I agree 100%. The strength of the movies was the look which was true right back to Tolkein's original illustrations. The adaptions in plot and script writing were horrid. Beastly. Despicable.
No "begone foul dwimmerlaik?" What! And this line "I am No Man", that's from the Odessey for criminy sakes. Not LoTR.
it's postmodern surrealist anti-humor
What ever happened to something being just funny?
-Doug
For a fantasy film afficienado, maybe, fireballs are trite, but for the majority of the audience its still cool. And they're well done in ROTK- as opposed to the countless badly done fireball effects in *those* films. Also, fire is a very primal fear- You might as well say- "Oh, no nudity in a movie again, what a drag!" My nitpick- not enough skin in these movies!
Dune: A rewatchable sci-fi classic, by all accounts.
Have you read the book?
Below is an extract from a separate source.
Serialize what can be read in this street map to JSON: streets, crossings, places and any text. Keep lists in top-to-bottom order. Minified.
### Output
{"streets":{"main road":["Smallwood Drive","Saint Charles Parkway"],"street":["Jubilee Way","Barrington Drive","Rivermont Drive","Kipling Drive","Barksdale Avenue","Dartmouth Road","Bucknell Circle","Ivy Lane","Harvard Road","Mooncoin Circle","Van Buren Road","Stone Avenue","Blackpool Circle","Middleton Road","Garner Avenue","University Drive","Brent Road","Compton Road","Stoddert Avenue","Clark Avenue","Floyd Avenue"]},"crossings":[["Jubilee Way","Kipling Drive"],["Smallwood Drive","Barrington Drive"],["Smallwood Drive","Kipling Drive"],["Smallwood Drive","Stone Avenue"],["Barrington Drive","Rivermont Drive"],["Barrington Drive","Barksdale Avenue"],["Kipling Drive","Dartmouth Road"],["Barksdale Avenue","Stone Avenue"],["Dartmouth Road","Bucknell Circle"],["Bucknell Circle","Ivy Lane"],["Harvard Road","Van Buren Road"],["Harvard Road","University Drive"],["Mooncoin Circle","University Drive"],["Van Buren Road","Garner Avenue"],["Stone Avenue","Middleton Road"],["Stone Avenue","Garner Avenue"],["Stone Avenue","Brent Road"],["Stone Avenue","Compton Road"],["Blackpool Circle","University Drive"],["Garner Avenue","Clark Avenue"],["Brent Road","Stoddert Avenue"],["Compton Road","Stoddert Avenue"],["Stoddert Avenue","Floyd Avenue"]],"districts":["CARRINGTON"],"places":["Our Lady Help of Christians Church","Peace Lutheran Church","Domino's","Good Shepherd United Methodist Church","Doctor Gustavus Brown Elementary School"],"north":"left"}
I doubt it, because it is so much inferior to the original material in every possible way that it has become the top example for horrible adaptations. The book is as rich and deep as the movie is badly paced, acted and has bad SFX (compare to Blade Runner for instance, released two years earlier).
An utterly forgettable movie; ABC; average banal crap. Unlike the 'suck'y Dune, in 20 years I don't expect anyone to remember this film as anything except "the third Harry Potter movie".
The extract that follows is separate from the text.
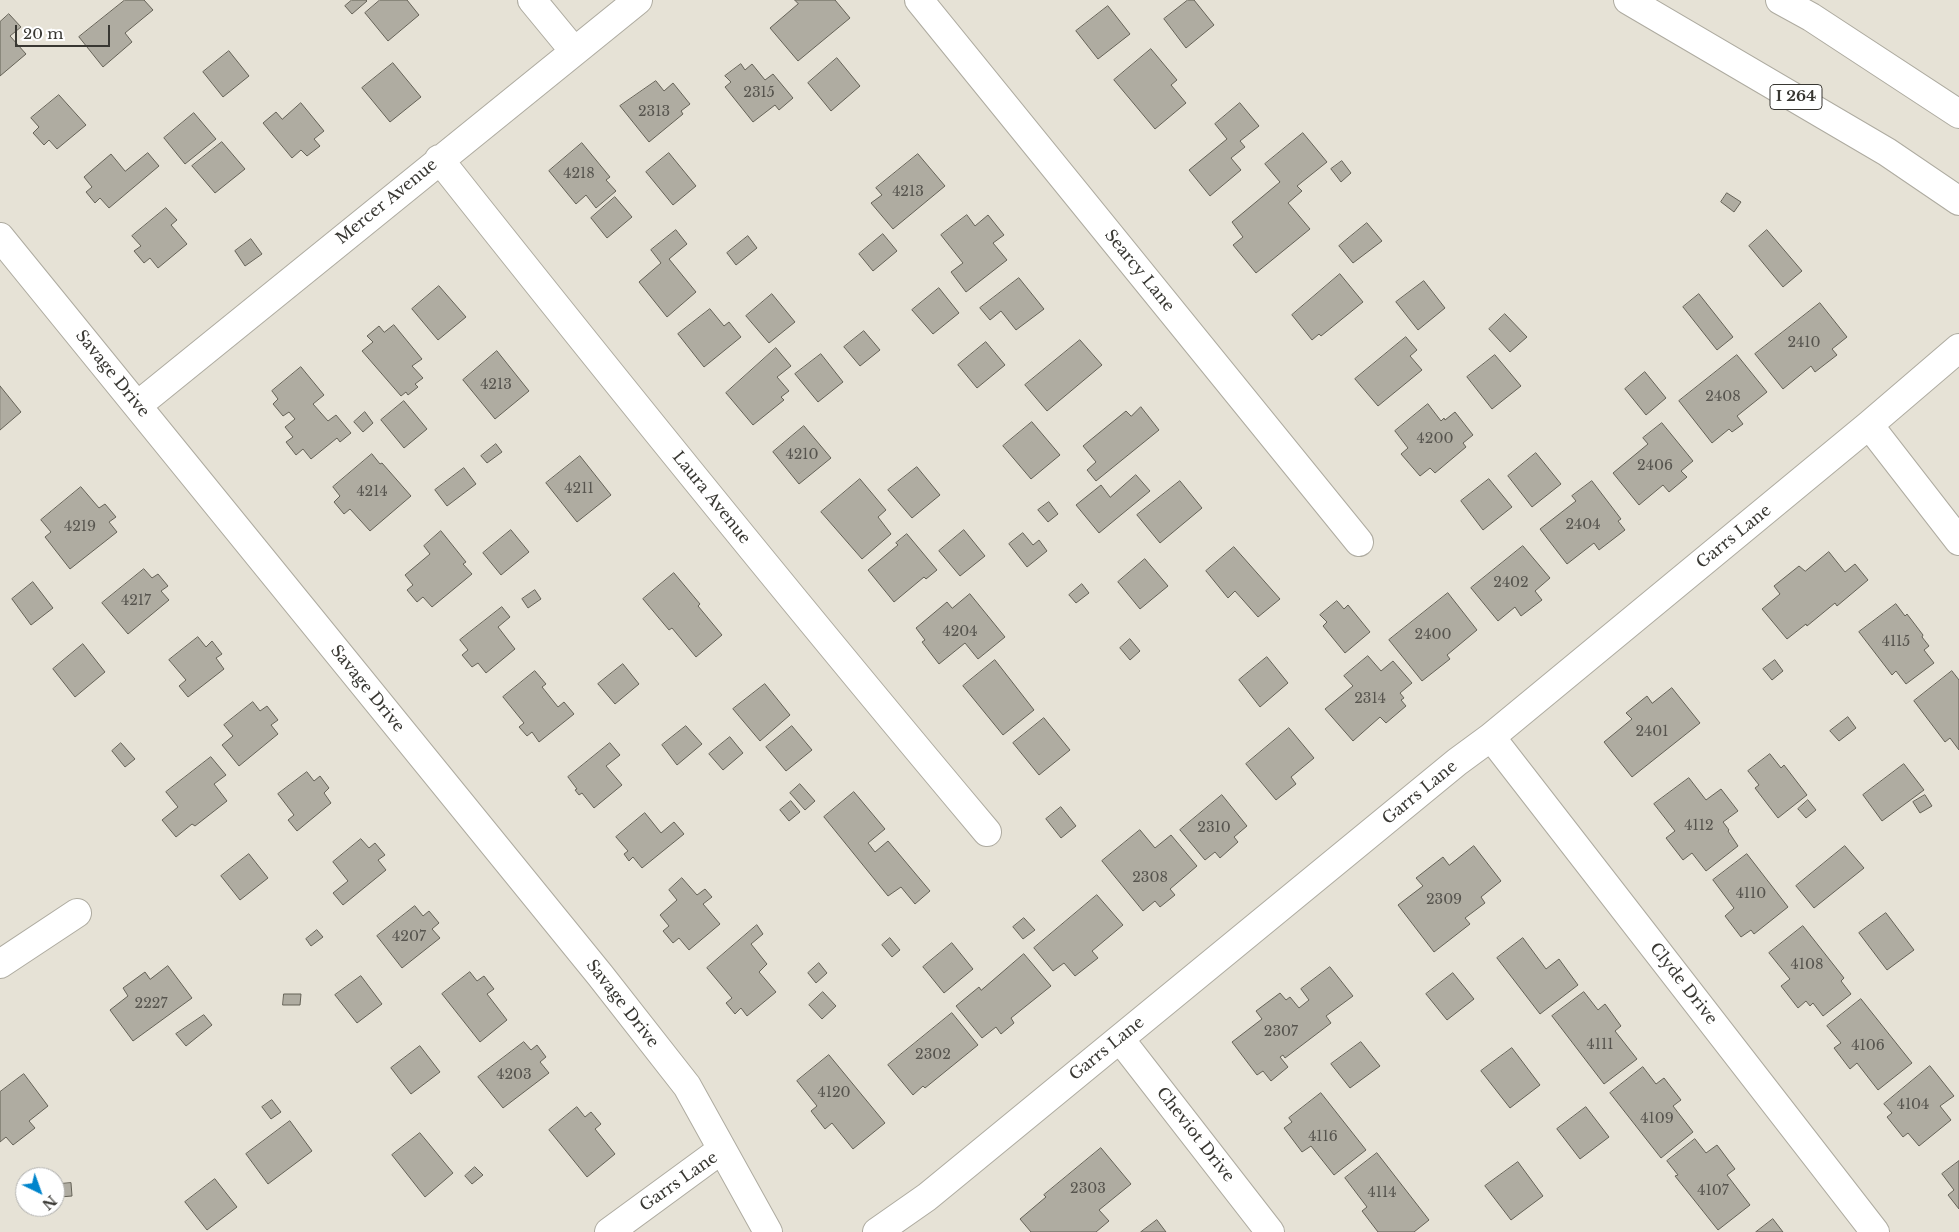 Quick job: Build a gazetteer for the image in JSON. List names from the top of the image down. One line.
{"streets":{"main road":["I 264","Mercer Avenue","Searcy Lane","Savage Drive","Laura Avenue","Garrs Lane","Clyde Drive","Cheviot Drive"]},"crossings":[["Mercer Avenue","Savage Drive"],["Mercer Avenue","Laura Avenue"],["Savage Drive","Garrs Lane"],["Garrs Lane","Clyde Drive"],["Garrs Lane","Cheviot Drive"]],"house_numbers":["2315","2313","4218","4213","2410","4213","2408","4200","4210","2406","4211","4214","2404","4219","2402","4217","4204","2400","4115","2314","2401","4112","2310","2308","4110","2309","4207","4108","2227","2307","4111","4106","2302","4203","4120","4104","4109","4116","2303","4107","4114"],"scale_bar":"20 m","north":"bottom right"}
It did adapt the original material rather faithfully to the big screen, though, keeping the atmosphere and ideas and cleverly translating them into an enjoyable movie. In other words, if you liked the book, it is a good visual adaptation.
As for people remembering Dune, it is only because it was such a miserable and failed attempt.
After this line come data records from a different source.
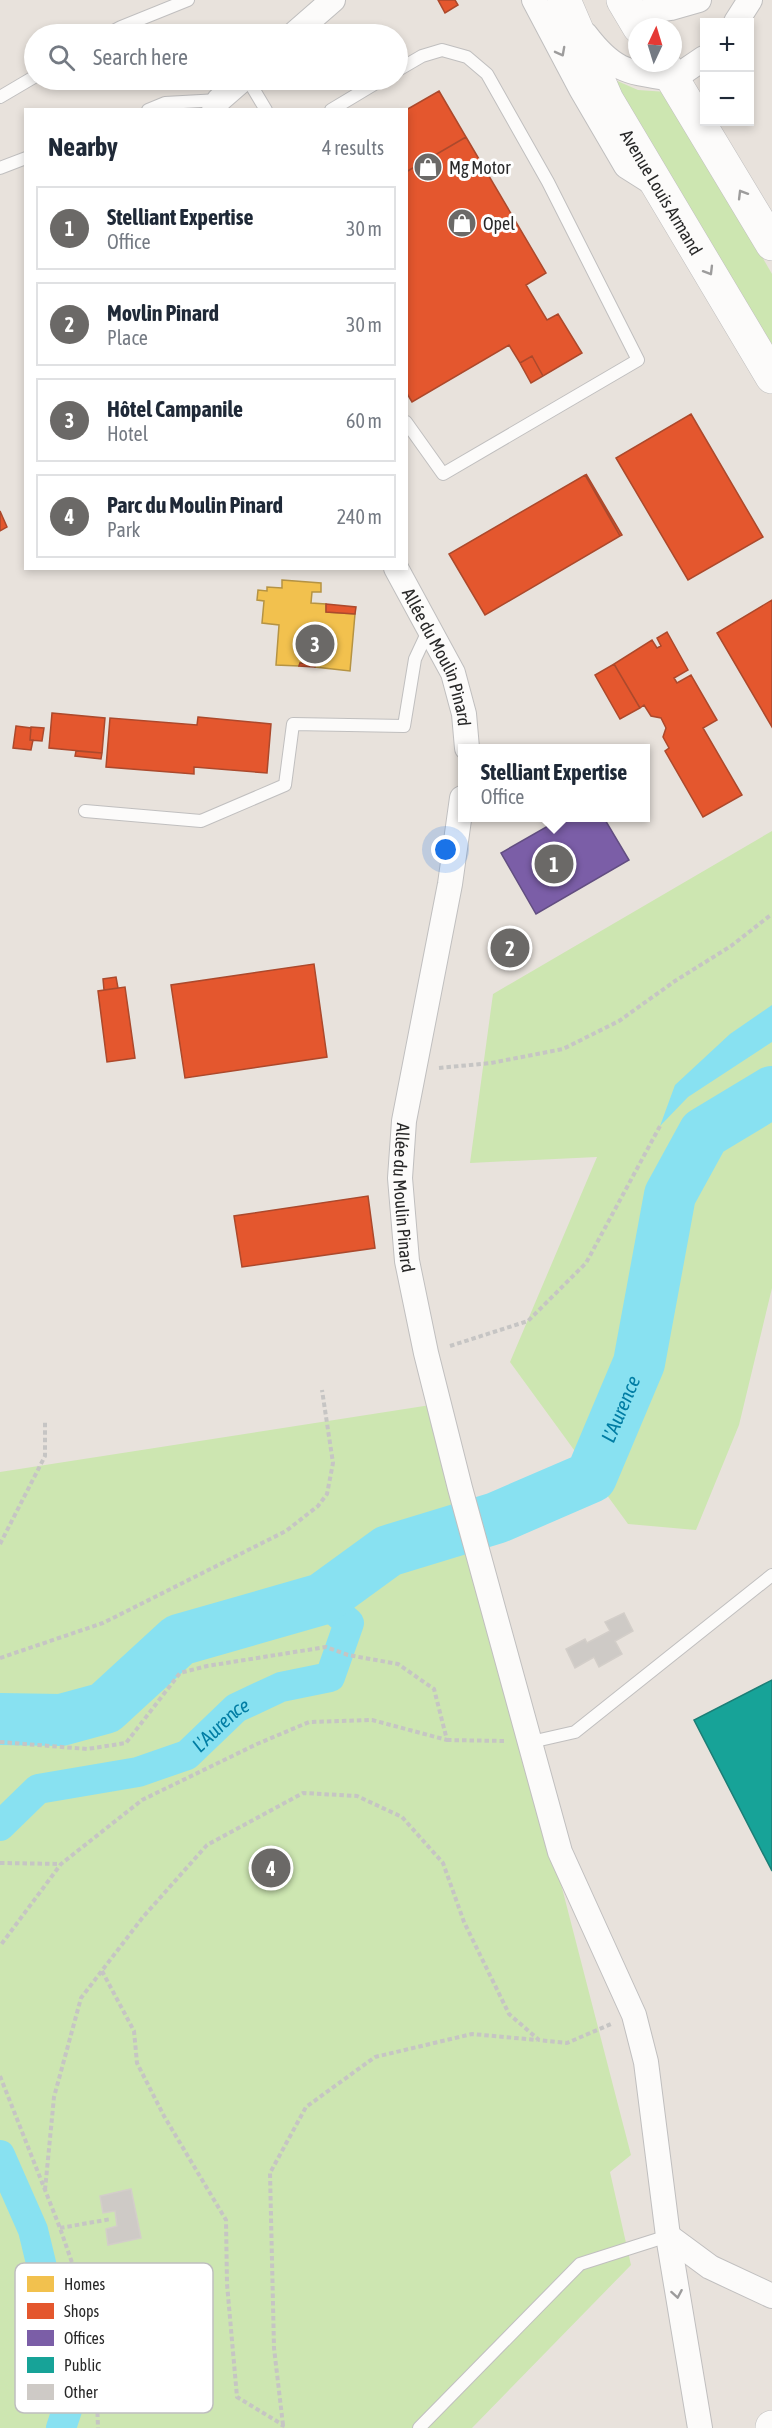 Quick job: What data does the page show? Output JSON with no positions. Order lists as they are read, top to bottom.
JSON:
{
  "streets": {
    "main road": ["Avenue Louis Armand"],
    "street": ["Allée du Moulin Pinard"]
  },
  "water": ["L'Aurence"],
  "places": {
    "shop": ["Mg Motor", "Opel"]
  },
  "legend": [
    "Homes",
    "Shops",
    "Offices",
    "Public",
    "Other"
  ],
  "north": "top",
  "page": {
    "map_buttons": ["+", "−"],
    "search": "Search here",
    "heading": ["Nearby", "4 results"],
    "list": [
      {
        "mark": "1",
        "name": "Stelliant Expertise",
        "note": "Office",
        "value": "30 m"
      },
      {
        "mark": "2",
        "name": "Movlin Pinard",
        "note": "Place",
        "value": "30 m"
      },
      {
        "mark": "3",
        "name": "Hôtel Campanile",
        "note": "Hotel",
        "value": "60 m"
      },
      {
        "mark": "4",
        "name": "Parc du Moulin Pinard",
        "note": "Park",
        "value": "240 m"
      }
    ],
    "pins": [
      "3",
      "1",
      "2",
      "4"
    ],
    "popup": ["Stelliant Expertise", "Office"]
  }
}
Now if you have nothing better to do on Christmas Day than nitpicking on a comment on nitpicking, I suggest that you take as a New Year resolution to learn how to discuss politely on slashdot. Disagreeing does not have to result in lack of respect.
theefer
Das Rheingold is opera, not the same medium at all and thus cannot be compared to LoTR.
As an English major you should realize that Tolkein's work redacts not just mythology, but much of literature including a heavy influence by Shakespeare.
You also seem to miss the point that LoTR is held in high esteem simply because it has outpaced all other efforts in this genre. There is nothing out there that comes close in scope or imagination. Perfect? What work of man is? You can always find some flaw. But is the the best we have? Yes. By far.
But anti-humor is funny. Very much so.
"Never attribute to malice that which can be adequately explained by stupidity." -- Hanlon's Razor
Comment removed based on user account deletion
that's like saying anti-fun is fun, and the anti-christ is christ.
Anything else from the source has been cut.